Now, you probably won’t believe it, but all I wanted to do was get out of that basement.
First of all, I will admit it was actually very exciting being down there on the dog bed and knowing Laura was upstairs. I mean, I can’t deny that.
But despite all the undeniable excitement, I was worried.
I really did begin to worry pretty badly, because despite everything I’ve already said about how it would be impossible to ever be unhappy in this sort of house and how all your problems would just be sort of fun, the truth is, I didn’t want to know. I didn’t want to know that maybe everything wasn’t perfect in this house.
I didn’t want to eavesdrop, for one thing, because I knew how terrible that would be to do, and my only real wish was that Jack had forgotten to shut the window and turn on the alarm, so I could just climb the hell out of there.
Because to tell you the truth, I didn’t want to be disappointed. And I had the feeling I would be.
I mean, I knew I had all these kinds of illusions
about Laura, because for one thing, I totally loved her, and for another thing, she wanted me to have them.
She had, I must admit, always bragged about how rich her family was, especially her dad, who she said managed a hedge fund, and I for one, not being much up on financial matters, really had no idea what that even was and at first thought it was maybe some kind of joint bank account for landscapers.
But she let me know that actually it meant he was, like, the big cheese for a whole huge group of investors and subinvestors and sub-subinvestors, and the whole thing sounded so complicated that I never really could get my head around it, except that she said, “He makes about two million a year.”
That part I understood.
I was like, “Wow. Your dad makes two million a year.”
And she said, “He’s buying a house in Buenos Aires next year. He does a lot of building down there with developers. My dad’s from Argentina, you know.”

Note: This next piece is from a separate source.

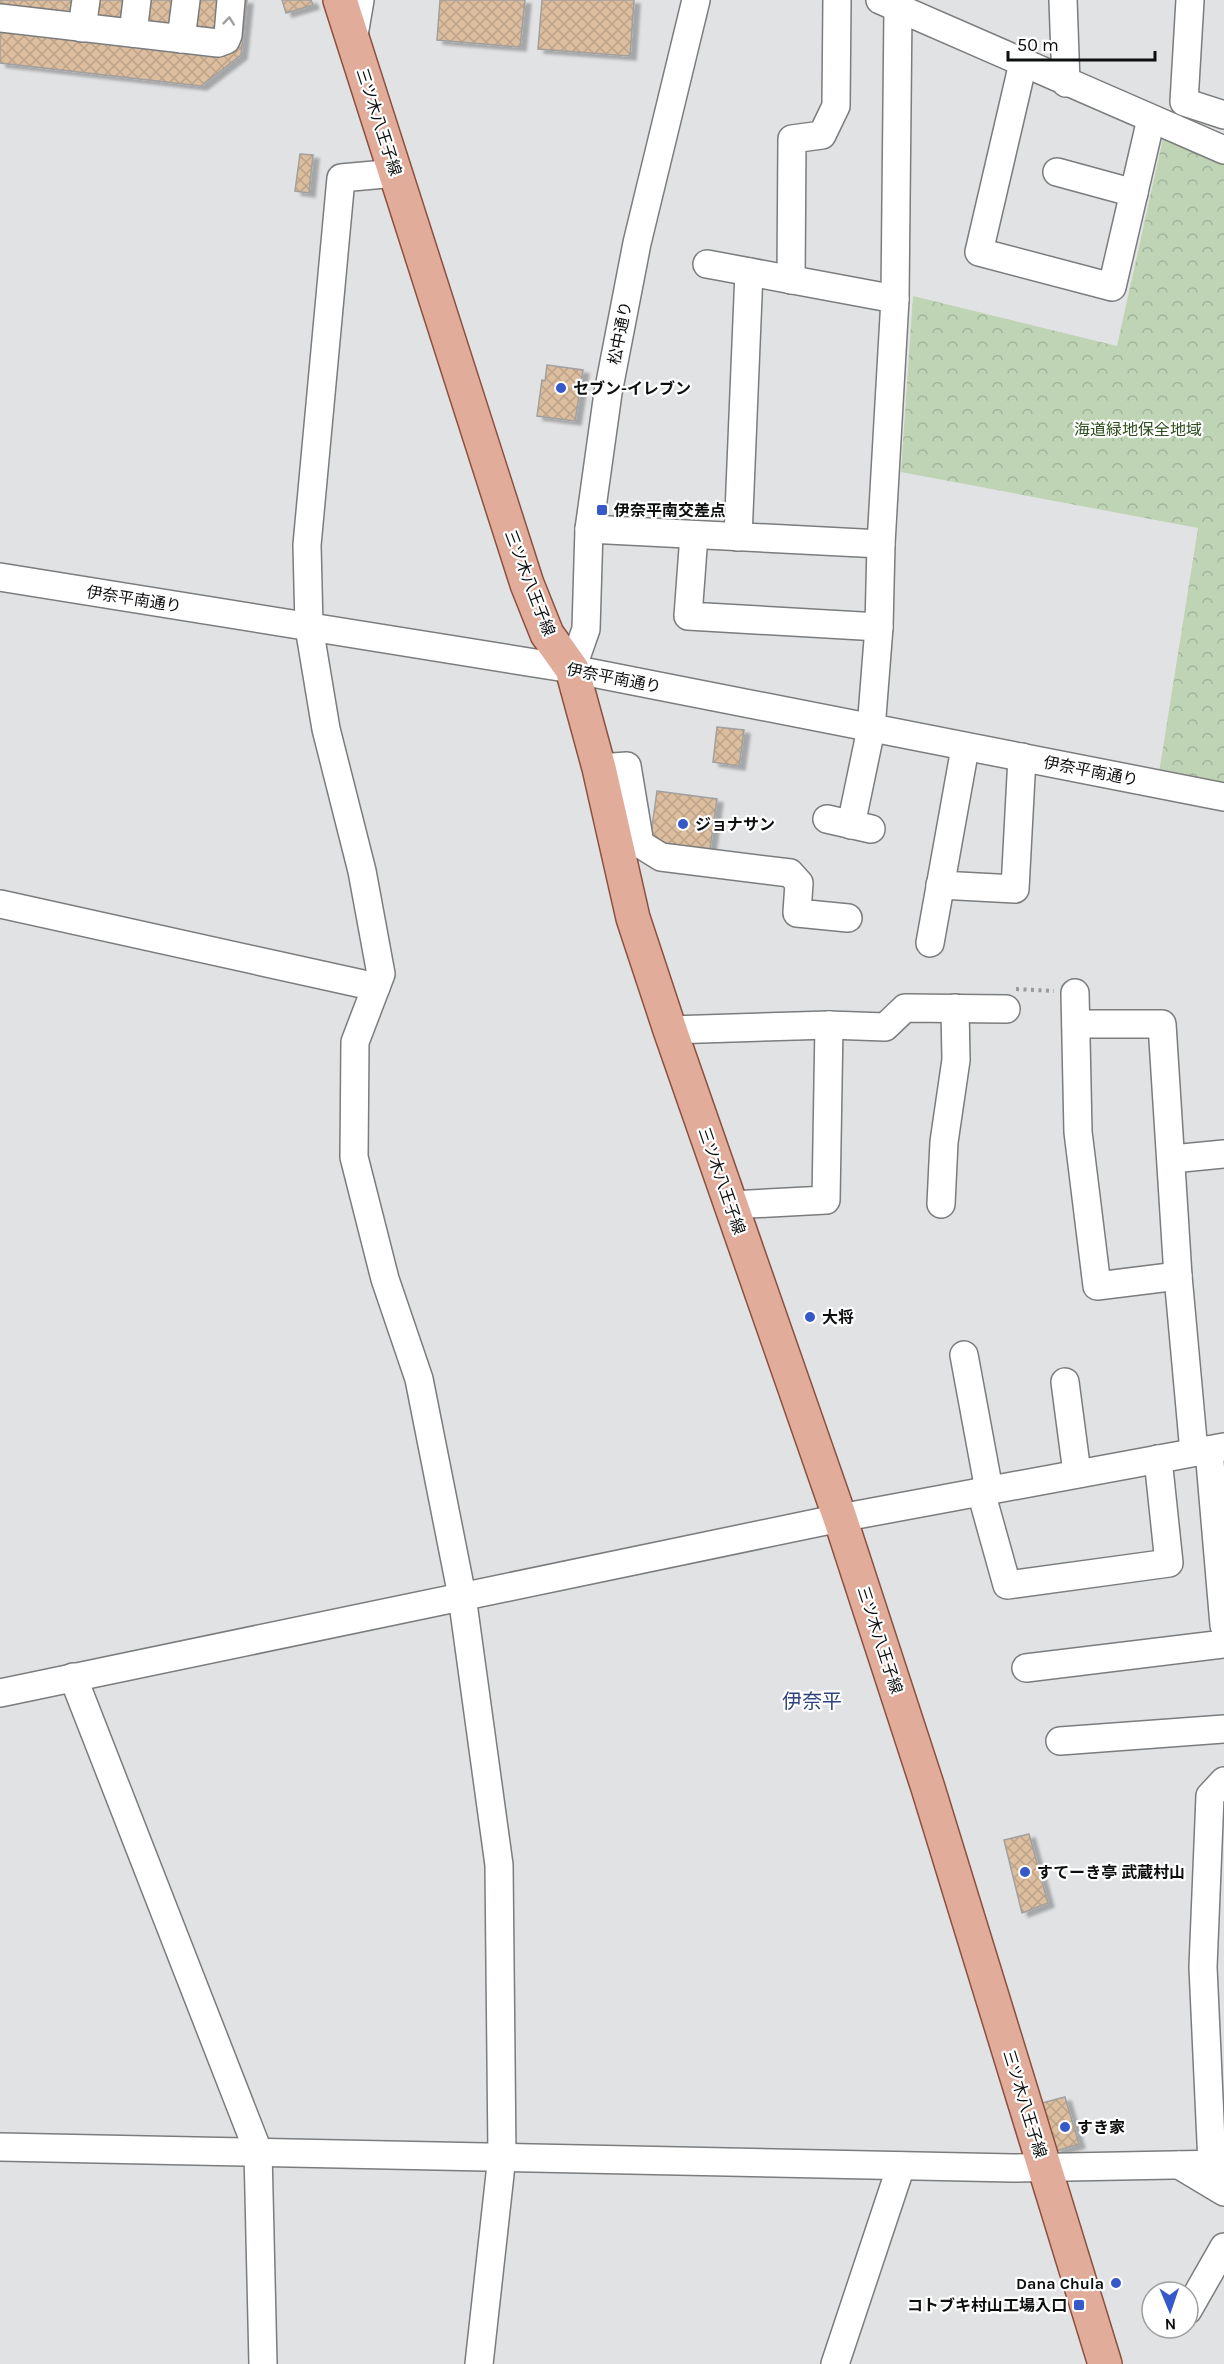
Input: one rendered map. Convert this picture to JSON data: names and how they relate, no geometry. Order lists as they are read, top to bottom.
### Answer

We had been standing by a fence in a park, the one by my old elementary school. It was twilight. I don’t know why, but she seemed sad. I mean, here she was bragging about her dad and how rich they were, and telling me all the details, but it didn’t really seem to make her smile. If anything, she seemed a little angry.

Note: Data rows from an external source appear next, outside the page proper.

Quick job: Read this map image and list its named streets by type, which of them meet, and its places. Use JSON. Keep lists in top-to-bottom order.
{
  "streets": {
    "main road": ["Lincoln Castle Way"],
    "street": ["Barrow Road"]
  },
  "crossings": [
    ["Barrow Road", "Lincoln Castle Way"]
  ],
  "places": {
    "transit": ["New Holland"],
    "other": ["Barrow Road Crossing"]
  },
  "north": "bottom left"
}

But she didn’t stop there. She went on and told me about their boat, called the Esmeralda or something, which sounded like a really great boat with, like, six sleeping cabins in it, and how she was going to get a Jet Ski, which was certainly something that I’d always wanted.
I asked her if she would let me ride it.
She said, “Sure. If you can get to Buenos Aires.”
That crack made her smile a little, which she almost never did when she was around me, so I was glad she’d made it. Like the times she did the flips, I really liked to see her happy, even if this time it was at my expense.
What’s weird about this is you might think, you know, that by making that sort of joke—because I obviously would never be able to get myself down to Buenos Aires unless I walked, and that would take probably five years—she was being mean to me and maybe didn’t like me. But this whole time she was holding my hand, really holding it tightly, as if her life depended on it. It actually even hurt a little, and I could feel her fingernails sticking into my palm. Holding her hand made me feel so glad I was with her, even more than seeing her face, which I thought looked so beautiful in the dusk, with those liquid eyes she had looking at me and seeming to search me for something without ever finding it, but hoping to find it, and her round face that I thought was so beautiful and her shiny brown hair that fell across her forehead like a wing.